The program awards fees to the financial institutions that administered the loans, which Deller said could have incentivized banks to prioritize larger businesses with receiving larger loans.
Even though the fees were stepped at 5% for loans under $350,000, 3% for loans between $350,000 and $2 million and 1% for loans between $2 million and $10 million, larger loans would still see a bigger profit. One percent of $2 million is $20,000 while 5% of $350,000 is $17,500.
“If they have a choice to work with five larger businesses versus 50 small businesses, they’re going to choose the five,” Deller said.
Eye on investors
Dozens of Wisconsin-based companies backed by deep-pocketed investors also took in money from the program and may be eligible for forgiveness on the loan, but the program was ultimately intended to keep people employed at their current jobs, not specifically to keep small businesses afloat.

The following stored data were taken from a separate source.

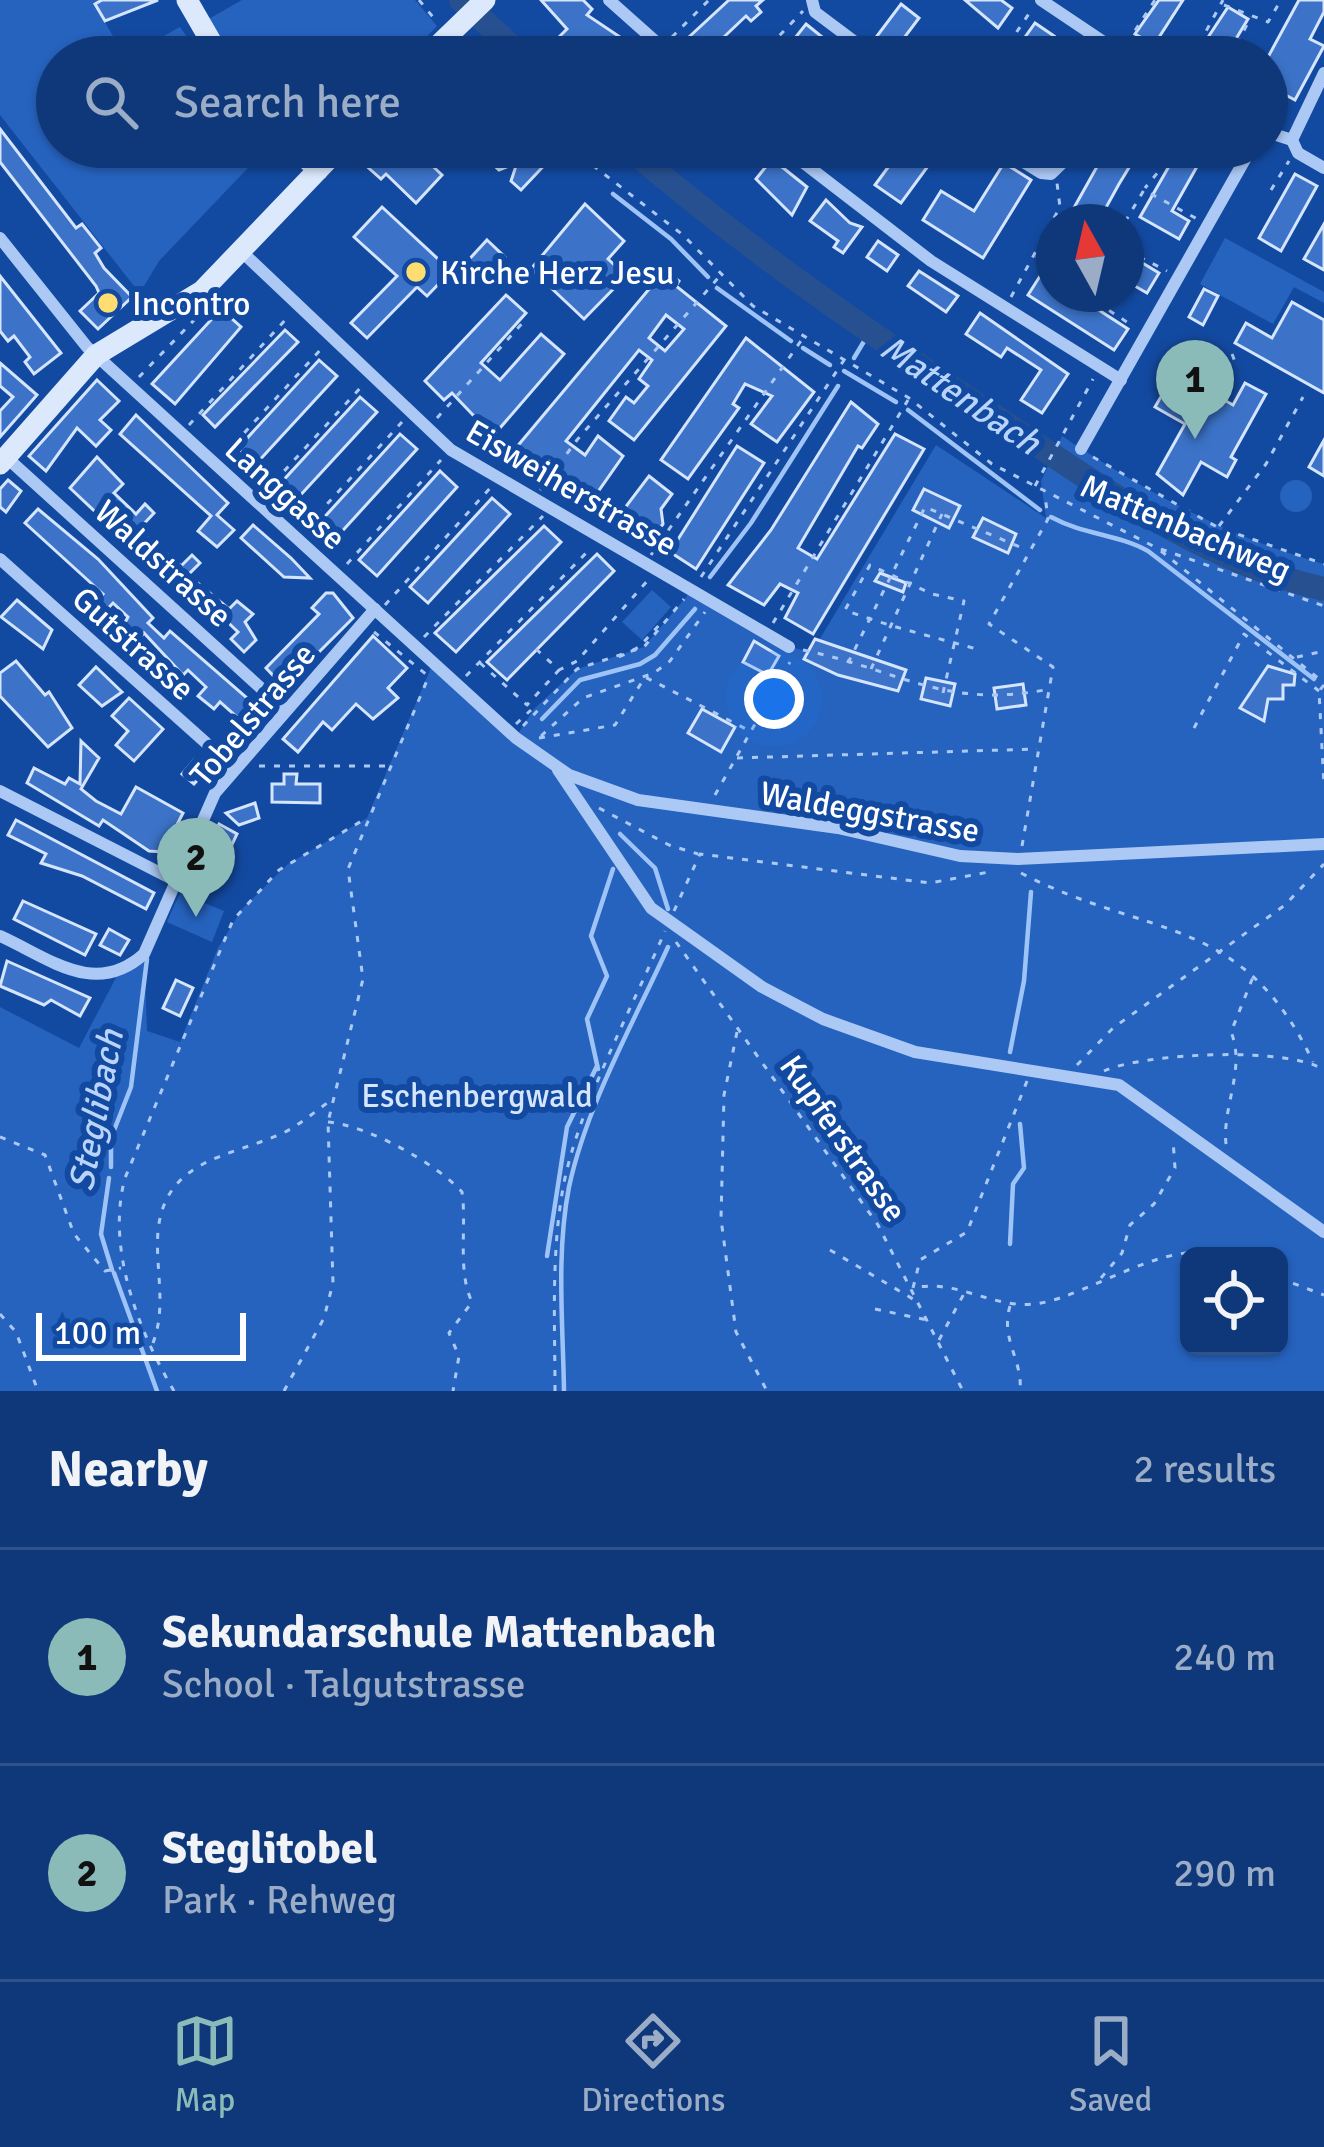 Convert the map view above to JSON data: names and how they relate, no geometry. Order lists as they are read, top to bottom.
{
  "streets": {
    "street": [
      "Eisweiherstrasse",
      "Langgasse",
      "Waldstrasse",
      "Gutstrasse",
      "Tobelstrasse",
      "Waldeggstrasse"
    ],
    "path": ["Mattenbachweg", "Kupferstrasse"]
  },
  "crossings": [
    ["Langgasse", "Tobelstrasse"],
    ["Langgasse", "Waldeggstrasse"],
    ["Waldstrasse", "Tobelstrasse"],
    ["Gutstrasse", "Tobelstrasse"]
  ],
  "water": ["Mattenbach", "Steglibach"],
  "parks": ["Eschenbergwald"],
  "places": ["Kirche Herz Jesu", "Incontro"],
  "scale_bar": "100 m",
  "north": "top",
  "page": {
    "search": "Search here",
    "pins": ["1", "2"],
    "scale": "100 m",
    "heading": ["Nearby", "2 results"],
    "list": [
      {
        "mark": "1",
        "name": "Sekundarschule Mattenbach",
        "note": "School · Talgutstrasse",
        "value": "240 m"
      },
      {
        "mark": "2",
        "name": "Steglitobel",
        "note": "Park · Rehweg",
        "value": "290 m"
      }
    ],
    "nav": ["Map", "Directions", "Saved"]
  }
} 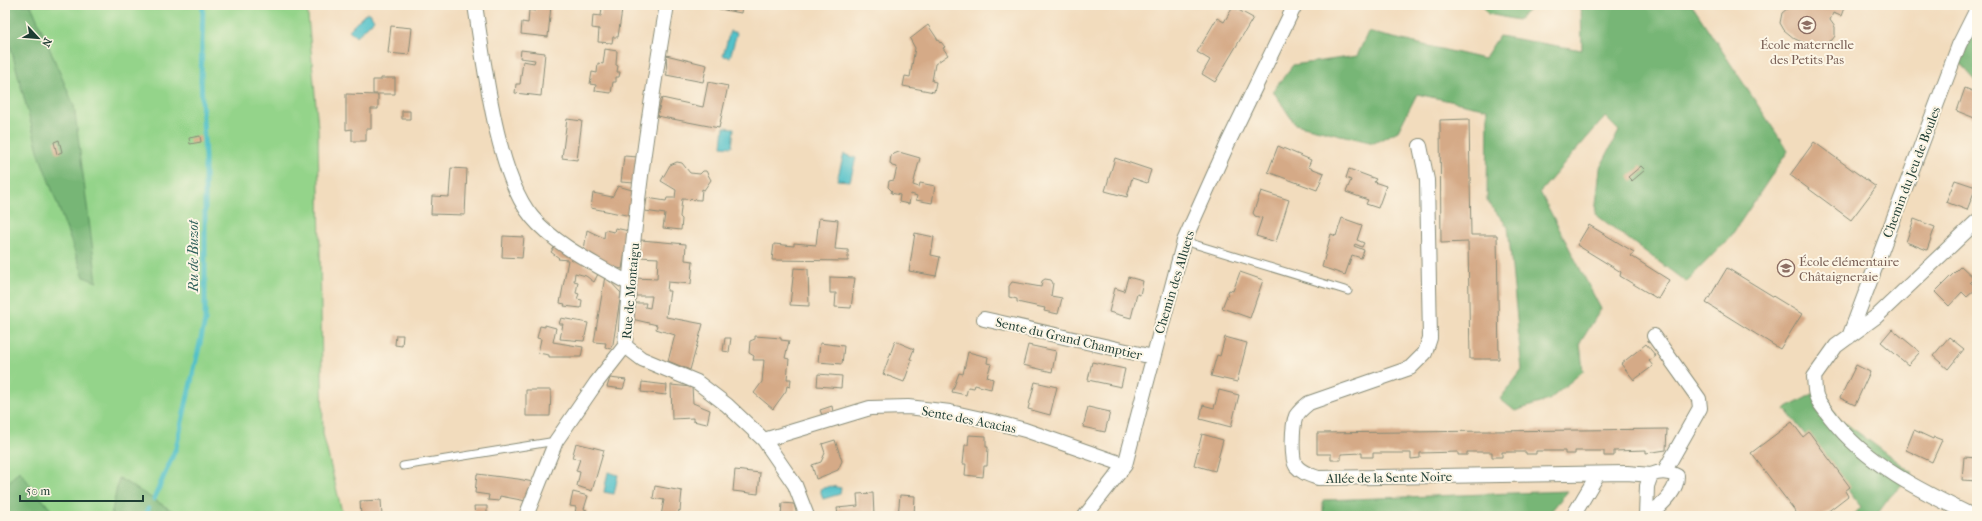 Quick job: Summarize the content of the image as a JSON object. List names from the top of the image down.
{
  "streets": {
    "street": [
      "Chemin du Jeu de Boules",
      "Chemin des Alluets",
      "Rue de Montaigu",
      "Sente du Grand Champtier",
      "Sente des Acacias",
      "Allée de la Sente Noire"
    ]
  },
  "crossings": [
    ["Chemin des Alluets", "Sente du Grand Champtier"],
    ["Chemin des Alluets", "Sente des Acacias"],
    ["Rue de Montaigu", "Sente des Acacias"]
  ],
  "water": ["Ru de Buzot"],
  "places": {
    "school or university": ["École maternelle des Petits Pas", "École élémentaire Châtaigneraie"]
  },
  "scale_bar": "50 m",
  "north": "bottom right"
} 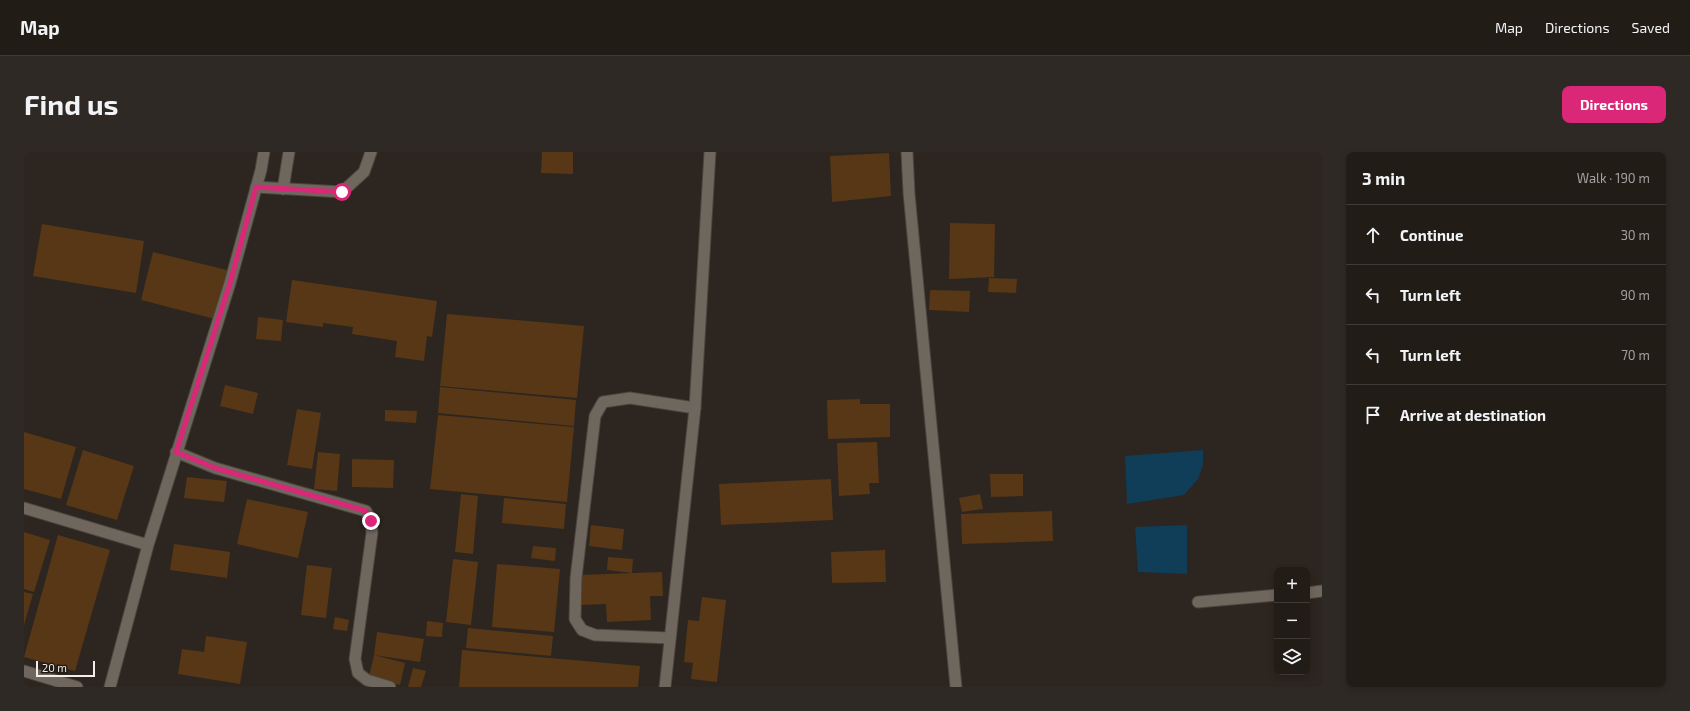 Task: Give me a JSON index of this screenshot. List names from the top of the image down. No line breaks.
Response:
{"scale_bar":"20 m","page":{"header":"Map","nav":["Map","Directions","Saved"],"buttons":"Directions","title":"Find us","heading":["3 min","Walk · 190 m"],"list":[["Continue","30 m"],["Turn left","90 m"],["Turn left","70 m"],"Arrive at destination"],"map_buttons":["+","−"],"scale":"20 m"}} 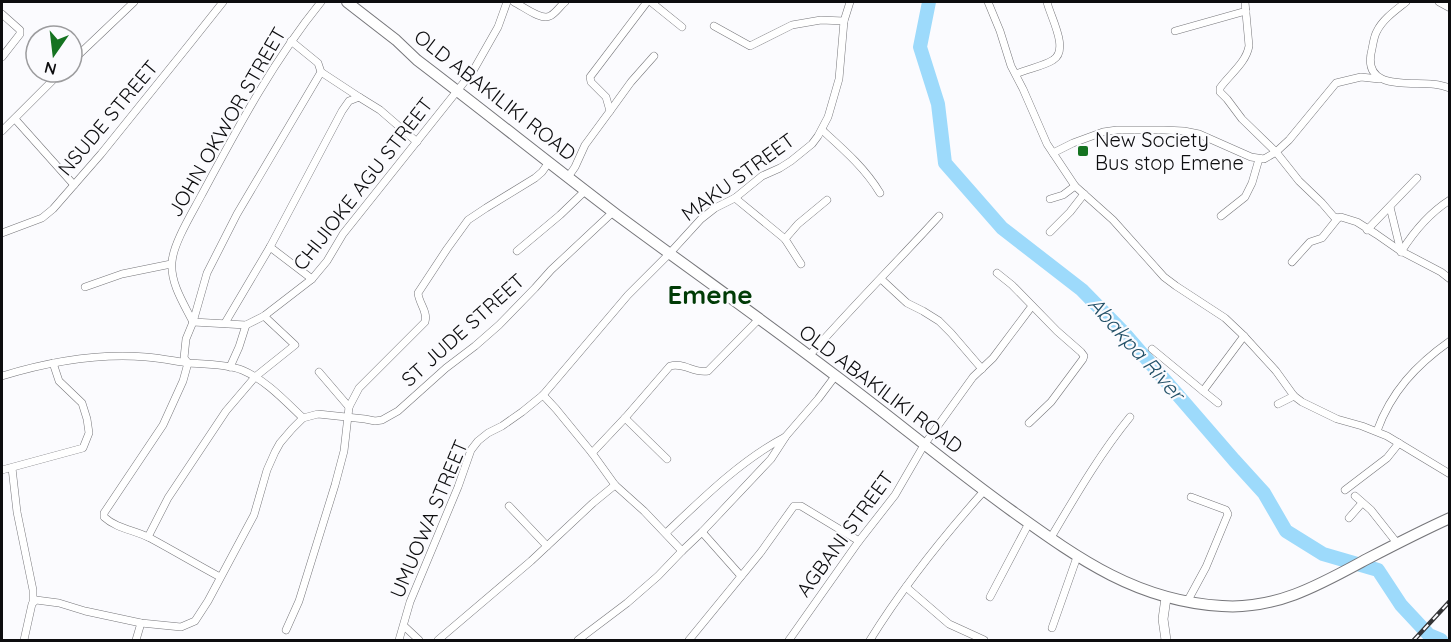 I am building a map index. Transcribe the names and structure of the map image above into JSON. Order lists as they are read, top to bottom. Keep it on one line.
{"streets":{"main road":["OLD ABAKILIKI ROAD"],"street":["NSUDE STREET","JOHN OKWOR STREET","MAKU STREET","CHIJIOKE AGU STREET","ST JUDE STREET","UMUOWA STREET","AGBANI STREET"]},"crossings":[["OLD ABAKILIKI ROAD","MAKU STREET"],["OLD ABAKILIKI ROAD","CHIJIOKE AGU STREET"],["OLD ABAKILIKI ROAD","ST JUDE STREET"],["OLD ABAKILIKI ROAD","UMUOWA STREET"],["OLD ABAKILIKI ROAD","AGBANI STREET"],["MAKU STREET","UMUOWA STREET"]],"districts":["Emene"],"water":["Abakpa River"],"places":{"transit":["New Society Bus stop Emene"]},"north":"bottom"} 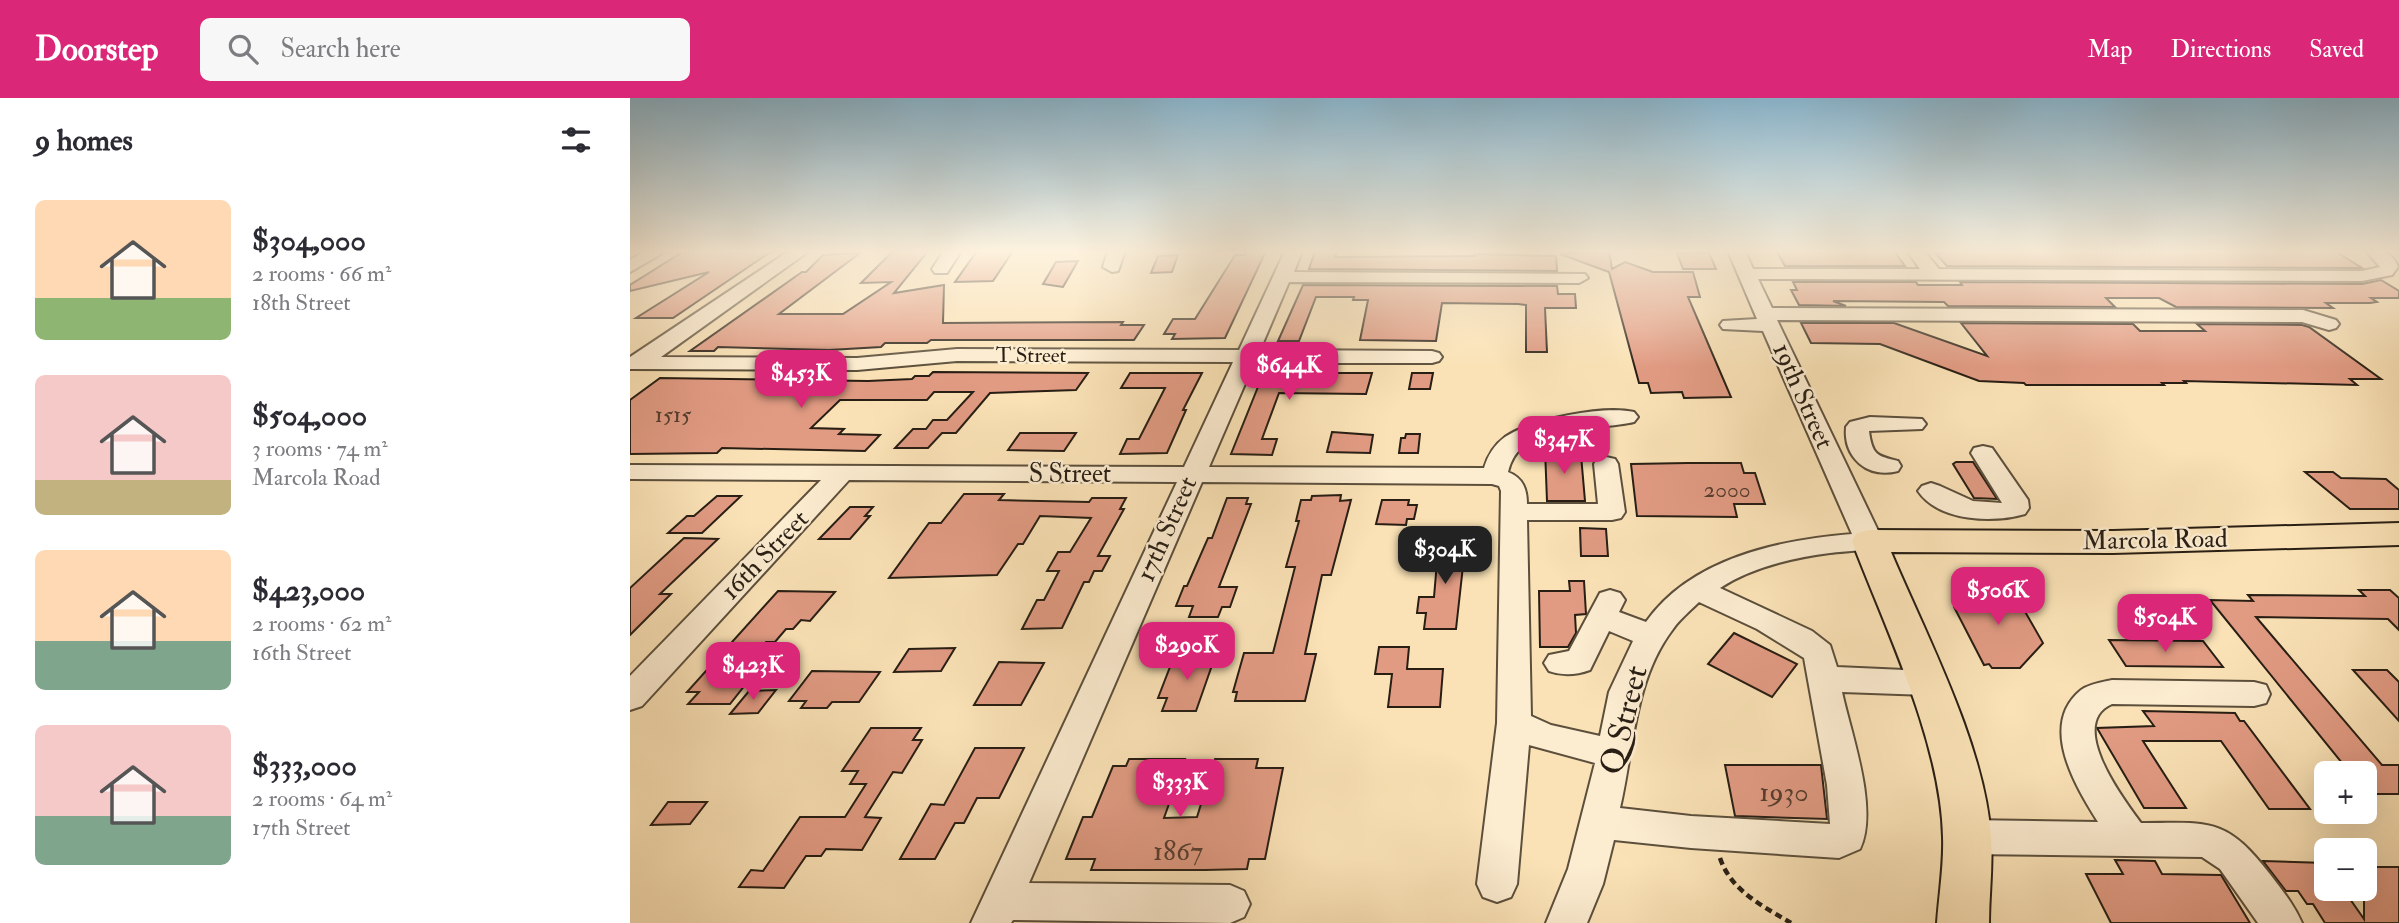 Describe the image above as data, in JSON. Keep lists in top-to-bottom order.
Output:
{
  "streets": {
    "main road": ["Marcola Road"],
    "street": [
      "T Street",
      "19th Street",
      "S Street",
      "17th Street",
      "16th Street",
      "Q Street"
    ]
  },
  "crossings": [
    ["T Street", "17th Street"],
    ["19th Street", "Marcola Road"],
    ["19th Street", "Q Street"],
    ["S Street", "17th Street"],
    ["S Street", "16th Street"],
    ["Marcola Road", "Q Street"]
  ],
  "house_numbers": [
    "1515",
    "2000",
    "1930",
    "1867"
  ],
  "page": {
    "header": "Doorstep",
    "search": "Search here",
    "nav": ["Map", "Directions", "Saved"],
    "heading": "9 homes",
    "list": [
      {
        "name": "$304,000",
        "note": "2 rooms · 66 m² · 18th Street"
      },
      {
        "name": "$504,000",
        "note": "3 rooms · 74 m² · Marcola Road"
      },
      {
        "name": "$423,000",
        "note": "2 rooms · 62 m² · 16th Street"
      },
      {
        "name": "$333,000",
        "note": "2 rooms · 64 m² · 17th Street"
      }
    ],
    "price": [
      "$644K",
      "$453K",
      "$347K",
      "$304K",
      "$506K",
      "$504K",
      "$290K",
      "$423K",
      "$333K"
    ],
    "map_buttons": ["+", "−"]
  }
}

Keeping existing employment numbers steady at companies allows workers to keep existing income and reduces costs for companies down the line if they had to hire new employees after a round of layoffs, said Mike Minnis, a professor at the University of Chicago Booth School of Business.
“It was, I think, really a balancing act between trying to target specifically where this was needed with probably over-allocating funds and having some funds end up in places where probably they weren’t needed as much,” Minnis said.
Late last year, Fetch Rewards, a Madison-based software developer that created an app to help people earn rewards for grocery purchases, brought in $25 million in investments from venture capital firms and others. They received between $1 million and $2 million from the program.
“We’ve poured our hearts into building a great company headquartered here in Madison, and when presented with a way to ensure we could keep all of our great employees onboard during such uncertainty, we owed it to our employees to seek that out,” CEO Wes Schroll said.
SHINE Medical Technologies, based in Janesville, also received between $1 million and $2 million from the program. They also raised more funding through equity investments last year — $132 million.
“We used the money to pay our employees’ salaries and provide for their benefits, which kept our business on track despite difficult economic conditions,” the company said in a statement.
Both Deller and Jadin said whatever comes next from Congress to help small businesses, the programs should be designed to be accessible to the smallest businesses and those hit hardest economically by the pandemic.